What is the difference between the scout and the navtiract ll ? The Navitrac ll I believe has more features.


----------



## rooterboy (Jul 16, 2009)

I did not win the bid on the Navitract ll on E-bay too expensive for my blood, but I did win the 10 watt Ridgid Transmitter so now I will have a transmitter for line tracing and locating. I will just stick with the Scout I am still learning on it.


----------



## dhal22 (Jul 30, 2010)

I have both. The Scout works fine for basic locates.


----------



## rooterboy (Jul 16, 2009)

dhal22 said:


> I have both. The Scout works fine for basic locates.


What about a transmitter I just purchased the 10 watt one at auction for $585 plus tax and shipping Or $662.35 out the door will receive in a week or so.


----------



## dhal22 (Jul 30, 2010)

We have the transmitter but it's rarely used. My best guess on it's lack of use is learning curve and easy to sell private locates and let someone else do the work


----------



## rooterboy (Jul 16, 2009)

Thanks I want to sell more locations and line tracing.


----------



## ROCKSTARPLUMBER (Dec 14, 2008)

I have the seek tech 510 transmitter. Bought it on a whim. I use the scout locator for it and the micro see snake. Works pretty good for what it is. But that locator ain’t got sh!t on the Milwaukee one. I’ve used that transmitter 2 times in 3 years. What I wish is that it could bond to a sewer cable and trace it but it doesn’t work. Be nice on a clog that won’t clear to map out the line without having to use the camera.


----------



## TerryTotoSucks (5 mo ago)

Most sewers are so shallow here I can hear the drain cable in the pipe just by walking around listening.


----------



## ROCKSTARPLUMBER (Dec 14, 2008)

TerryTotoSucks said:


> Most sewers are so shallow here I can hear the drain cable in the pipe just by walking around listening.


Concur.


----------



## skoronesa (Oct 27, 2015)

TerryTotoSucks said:


> Most sewers are so shallow here I can hear the drain cable in the pipe just by walking around listening.


I tracked a waste line and found a cesspit whose top was 12' below grade. No one passed this information along. The next year they buried a 500gal. propane tank square on top of it and put a couple more feet of fill. At this point the cesspit only takes a floor drain and the treatment equipment discharge. I don't think the propane tank is quite small enough to fit inside of the cesspit if it collapses.


----------



## Tim Whistler (11 mo ago)

TerryTotoSucks said:


> Most sewers are so shallow here I can hear the drain cable in the pipe just by walking around listening.

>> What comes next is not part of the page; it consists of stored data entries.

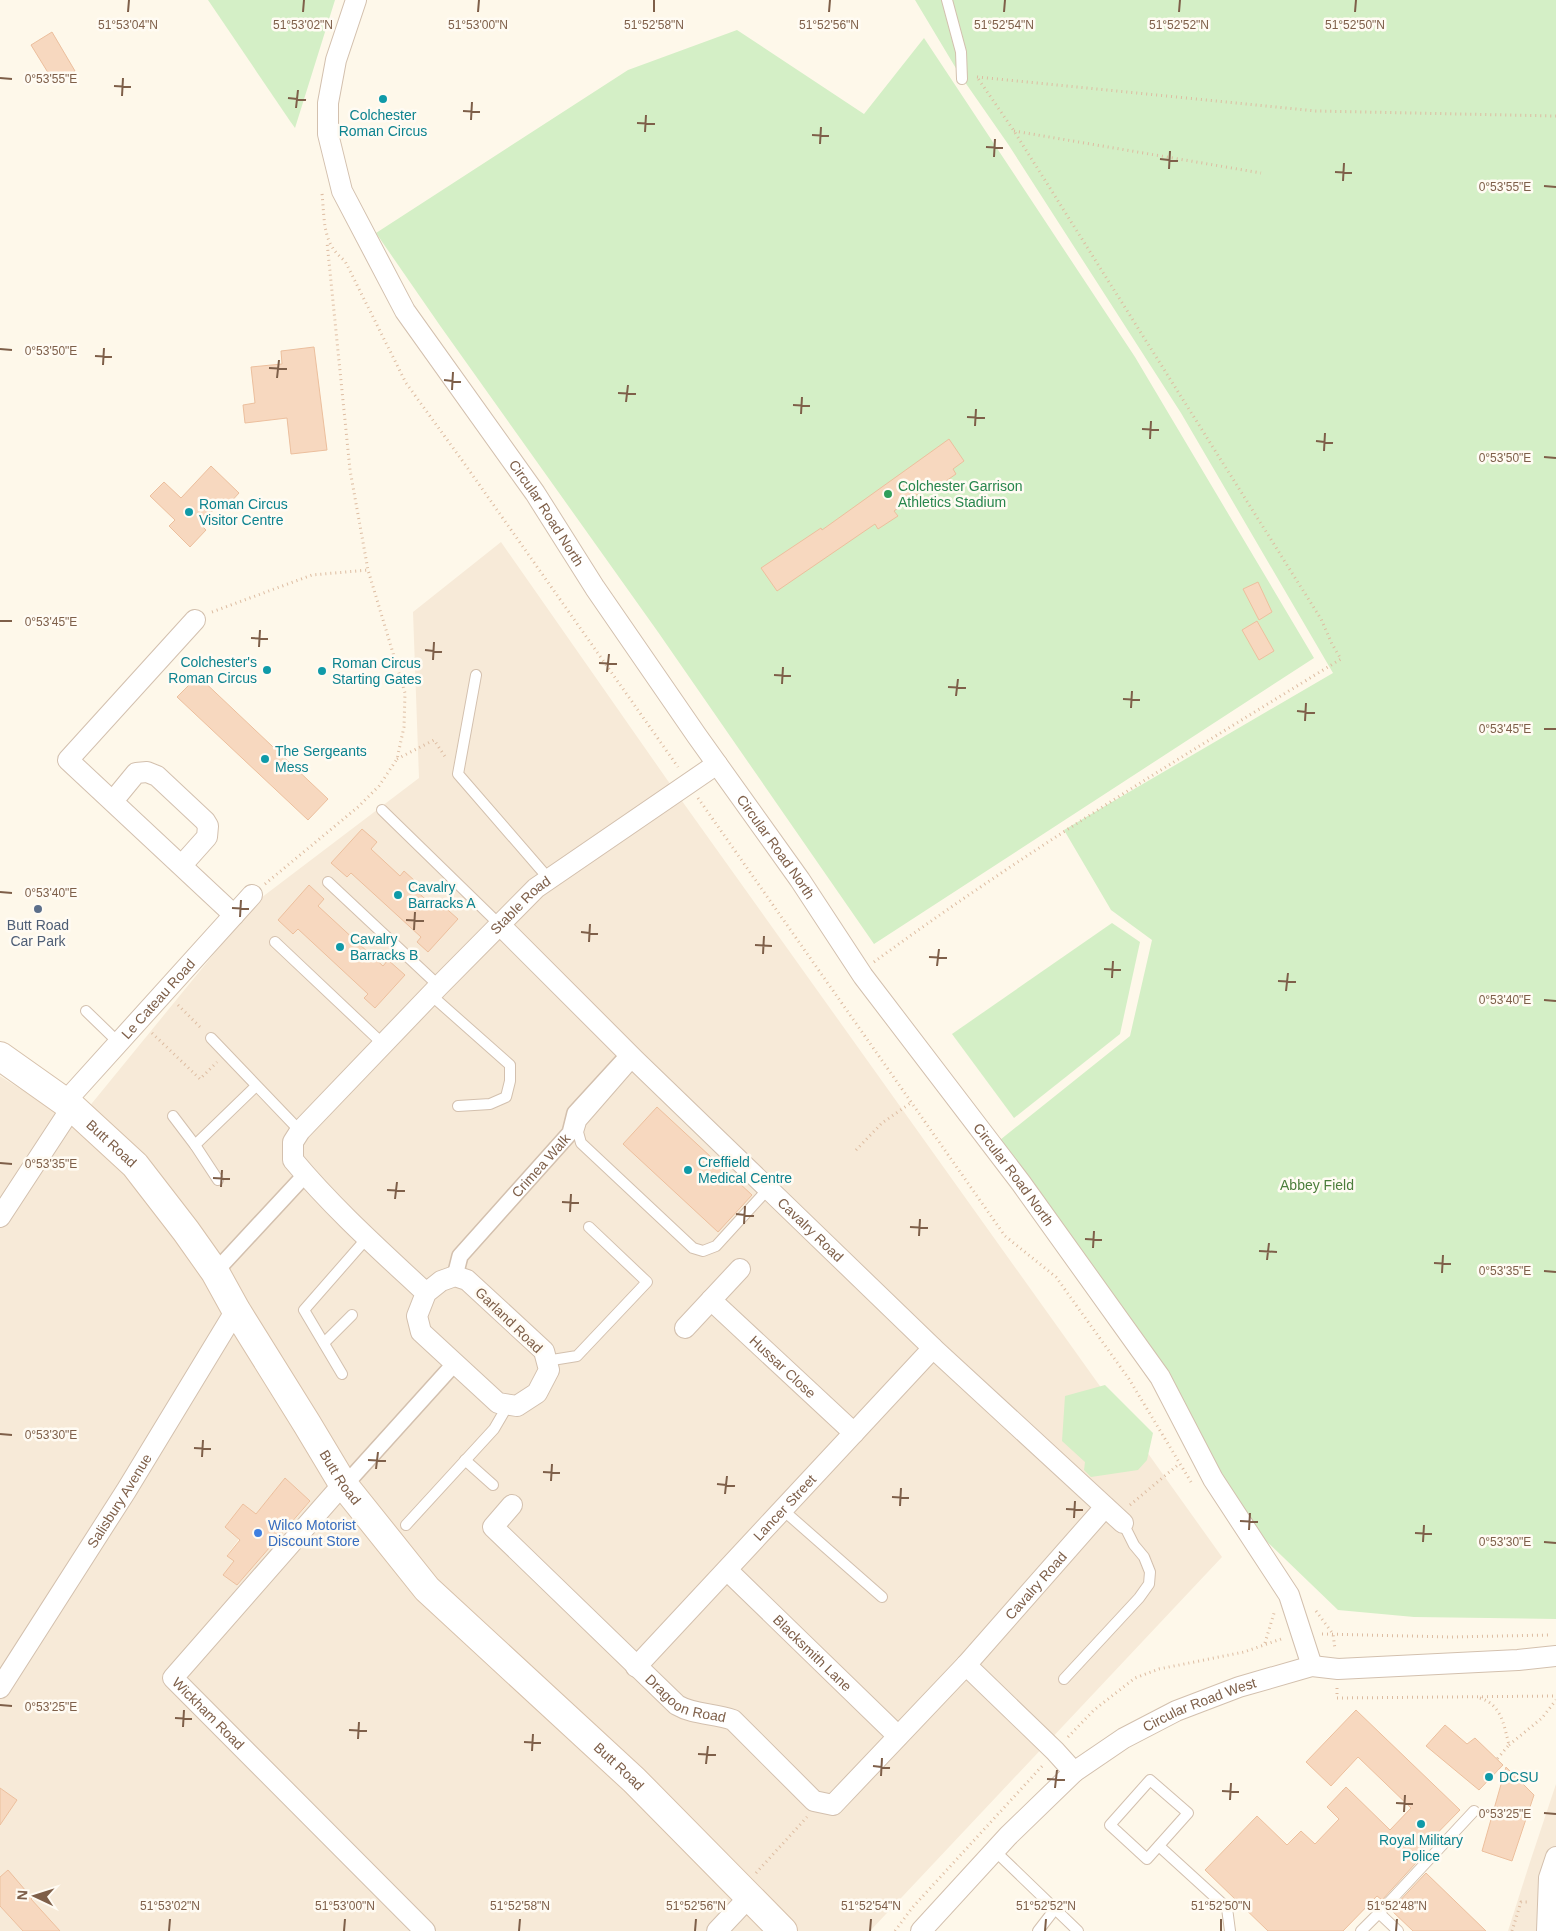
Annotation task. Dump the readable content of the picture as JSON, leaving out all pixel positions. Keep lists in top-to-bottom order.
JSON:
{
  "streets": {
    "main road": ["Butt Road"],
    "street": [
      "Circular Road North",
      "Stable Road",
      "Le Cateau Road",
      "Crimea Walk",
      "Cavalry Road",
      "Garland Road",
      "Hussar Close",
      "Salisbury Avenue",
      "Lancer Street",
      "Blacksmith Lane",
      "Dragoon Road",
      "Circular Road West",
      "Wickham Road"
    ]
  },
  "crossings": [
    ["Circular Road North", "Stable Road"],
    ["Circular Road North", "Circular Road West"],
    ["Stable Road", "Cavalry Road"],
    ["Le Cateau Road", "Butt Road"],
    ["Butt Road", "Salisbury Avenue"],
    ["Butt Road", "Wickham Road"],
    ["Crimea Walk", "Cavalry Road"],
    ["Crimea Walk", "Garland Road"],
    ["Cavalry Road", "Lancer Street"],
    ["Hussar Close", "Lancer Street"],
    ["Lancer Street", "Blacksmith Lane"],
    ["Lancer Street", "Dragoon Road"]
  ],
  "parks": ["Abbey Field"],
  "places": [
    "Colchester Roman Circus",
    "Colchester Garrison Athletics Stadium",
    "Roman Circus Visitor Centre",
    "Colchester's Roman Circus",
    "Roman Circus Starting Gates",
    "The Sergeants Mess",
    "Cavalry Barracks A",
    "Butt Road Car Park",
    "Cavalry Barracks B",
    "Creffield Medical Centre",
    "Wilco Motorist Discount Store",
    "DCSU",
    "Royal Military Police"
  ],
  "north": "left",
  "coordinates": [
    "51°53'04\"N",
    "51°53'02\"N",
    "51°53'00\"N",
    "51°52'58\"N",
    "51°52'56\"N",
    "51°52'54\"N",
    "51°52'52\"N",
    "51°52'50\"N",
    "0°53'55\"E",
    "0°53'50\"E",
    "0°53'45\"E",
    "0°53'40\"E",
    "0°53'35\"E",
    "0°53'30\"E",
    "0°53'25\"E",
    "51°52'48\"N"
  ]
}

Must be nice!! Here just north of Washington DC they average 10 to 14 ft deep. Even the top of the line rigid locator can't find s*** in 14' deep fat cement sewer, trust me. I'm lucky if I'm on the right side of the yard! That being said the SR-20 beats the crap out of the Navi Track, I haven't tried the SR-60.


----------



## yoyoer (Nov 28, 2012)

This is interesting I have a Ridgid Scout but I was under the impression the yellow locating brick did not work with it. You are telling me you can do the line trace with the Ridgid Scout?


----------



## skoronesa (Oct 27, 2015)

yoyoer said:


> This is interesting I have a Ridgid Scout but I was under the impression the yellow locating brick did not work with it. You are telling me you can do the line trace with the Ridgid Scout?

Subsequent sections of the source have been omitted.